Thank You for participating in Southern Pioneer's
A big "Thank You" to all Southern Pioneer's Project members new and old for all you do to make the life and times of our pioneering ancestors come alive through the preservation of their family history and genealogy. Your excellent work and dedicated efforts to ensure that the profiles of our ancestors are accurate, clear, concise and properly sourced is what sets WikiTree and our Projects apart from many other online genealogy communities, You can be proud of your work.
Meet project member and "Trail Master", Pam Kreutzer
Pam Kreutzer joined WikiTree in October, 2018, hit the ground running and hasn't slowed down for a breath yet. One of our most active project members, Pam became the first Southern Pioneer's Project member to submit a "Pioneers Trail" for review, and the first member to take on the position of "Trail Master". She is now doing a fine job of review and approval of "Pioneers Trail" submissions. Pam is also active in several projects including Data Doctors, England, EuroAristo, and Profiles. among others. She is both Pre-1700 and Pre-1500 qualified.
On her personal profile she writes of her genealogy beginnings. "In 1978, I started working on the Volga German ancestors of my husband's family, and then the Volga German ancestors of my mother." She goes on to add that, "My ancestors are a mixture of England, Irish, Norman (Viking), German, Sweden, Scotland, with a toss in of several other nationalities." The Southern Pioneer's Project is pleased that she decided to share all that experience and knowledge with us. A big thanks to our November member of the month, Pam Kreutzer.
Our Members, New and Old are Awesome
Please help us welcome our newest members! If you are a new member and you haven't already done so be sure to grab the member's sticker for your profile and join us in the Southern Pioneer's discussion group.
Are you listed here ? See our membership roster If you didn't find your name contact Mary Richardson to update our list.
- Dave Martin told me,"I joined southern pioneers group. Seems the prefect fit for my profiles." Dave's tree is full of notable pioneers from Virginia, North Carolina and Tennessee. We are looking forward to working with him to improve the profiles of his pioneer ancestors.
- Sandy Patak is a professional genealogist with a focus on Adoptees but she also works extensively on W Virginia profiles. She remarks that, "Personally, and sometimes professionally, my focus on Genealogy is Western Virginia (ex. Bedford, Augusta, Bath, Fort Wilderness, etc) and all of West Virginia. I also have completed extensive Cemetery documentation/surveying/photographing in WV that is a large project to get the photos online. "
Sources - What is considered a reliable source ?
(Part One of a multi-part series)
As I am fond of saying, "Good sources = Good genealogy". Good sources are what gives genealogical information a certainty or reliability. Good sources increase the likelihood that the information and relationships presented are accurate and can be trusted. So, what do we consider to be the characteristics of a good source ?
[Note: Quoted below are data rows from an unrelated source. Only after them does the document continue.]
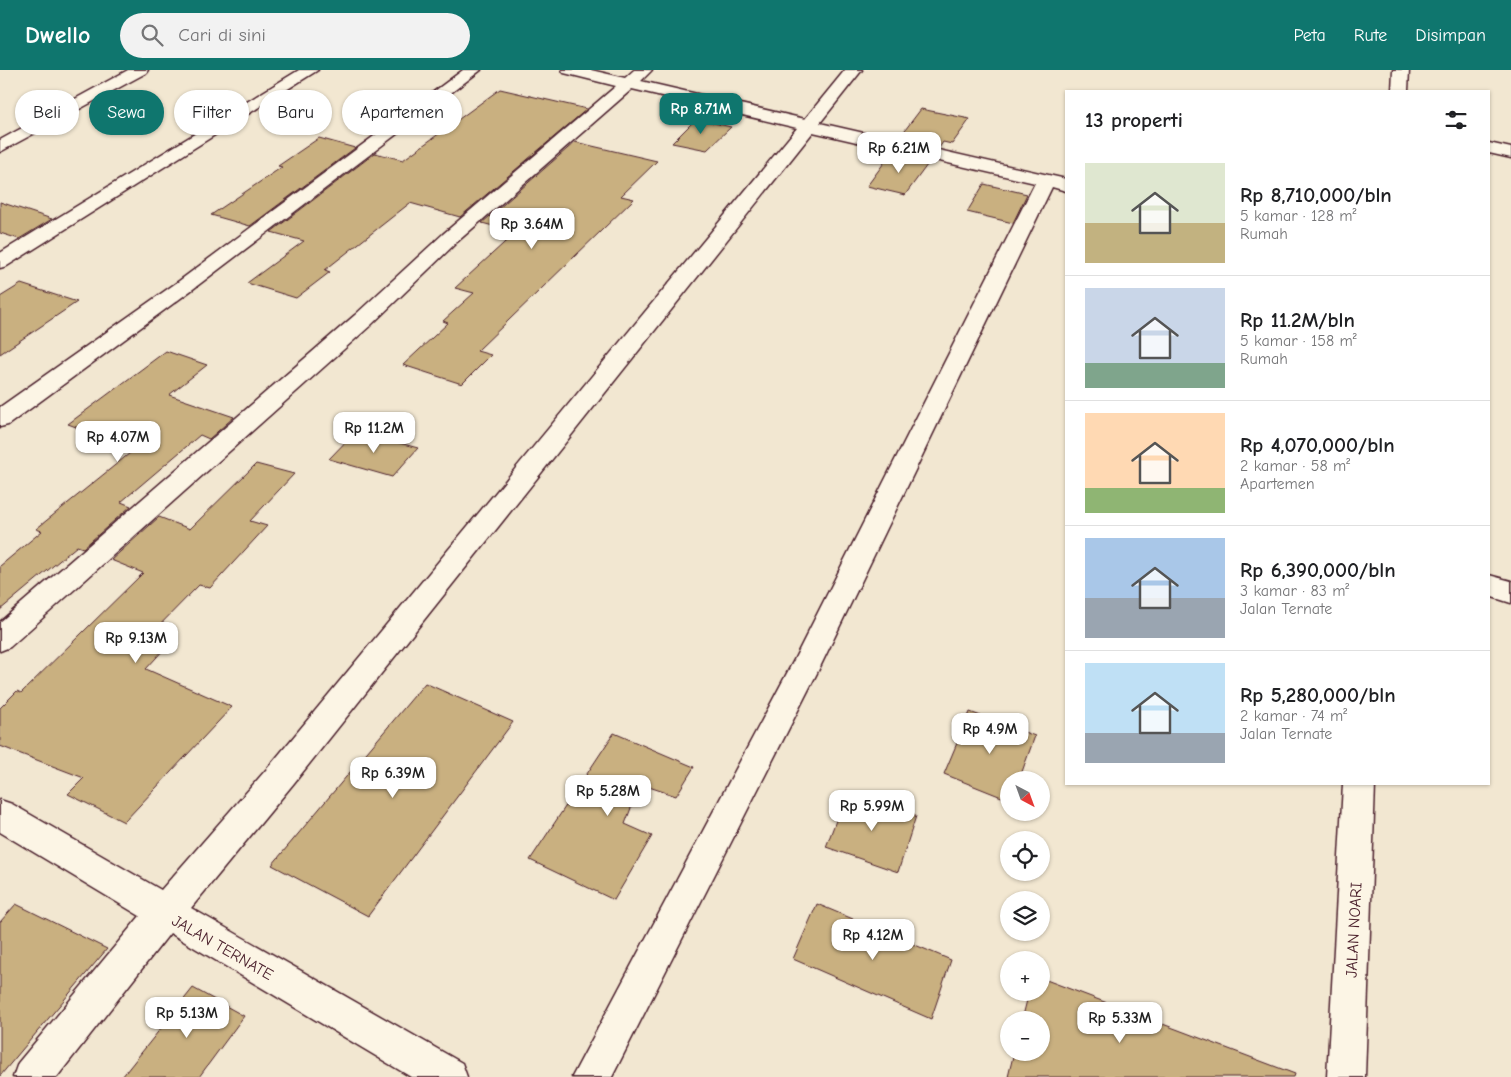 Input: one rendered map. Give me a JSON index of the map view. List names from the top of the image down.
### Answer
{
  "streets": {
    "street": ["JALAN NOARI", "JALAN TERNATE"]
  },
  "north": "bottom right",
  "page": {
    "header": "Dwello",
    "search": "Cari di sini",
    "nav": ["Peta", "Rute", "Disimpan"],
    "chip": [
      "Beli",
      "Sewa",
      "Filter",
      "Baru",
      "Apartemen"
    ],
    "heading": "13 properti",
    "price": [
      "Rp 8.71M",
      "Rp 6.21M",
      "Rp 3.64M",
      "Rp 11.2M",
      "Rp 4.07M",
      "Rp 9.13M",
      "Rp 4.9M",
      "Rp 6.39M",
      "Rp 5.28M",
      "Rp 5.99M",
      "Rp 4.12M",
      "Rp 5.13M",
      "Rp 5.33M"
    ],
    "list": [
      {
        "name": "Rp 8,710,000/bln",
        "note": "5 kamar · 128 m² · Rumah"
      },
      {
        "name": "Rp 11.2M/bln",
        "note": "5 kamar · 158 m² · Rumah"
      },
      {
        "name": "Rp 4,070,000/bln",
        "note": "2 kamar · 58 m² · Apartemen"
      },
      {
        "name": "Rp 6,390,000/bln",
        "note": "3 kamar · 83 m² · Jalan Ternate"
      },
      {
        "name": "Rp 5,280,000/bln",
        "note": "2 kamar · 74 m² · Jalan Ternate"
      }
    ],
    "map_buttons": ["+", "−"]
  }
}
Sources are of two types, Original and Derivative. An "original source" is created at or about the time that the event occurred. The informant of the source information was either a witness to the recorded event. or participated in the event. In other words, the information recorded was based on "first-hand" information. This information is considered original in that it was not taken from previously recorded information.  On the other hand, a "derivative source" is one that is taken from previously recorded or repeated information. A better way to put it might be to say that it is any non-original source. A derivative source is not considered to be as reliable as an original source due to the greater possibility of human error. Derivative sources should not be taken at face value and should be investigated for the "who-why-how-when-where of their creation" 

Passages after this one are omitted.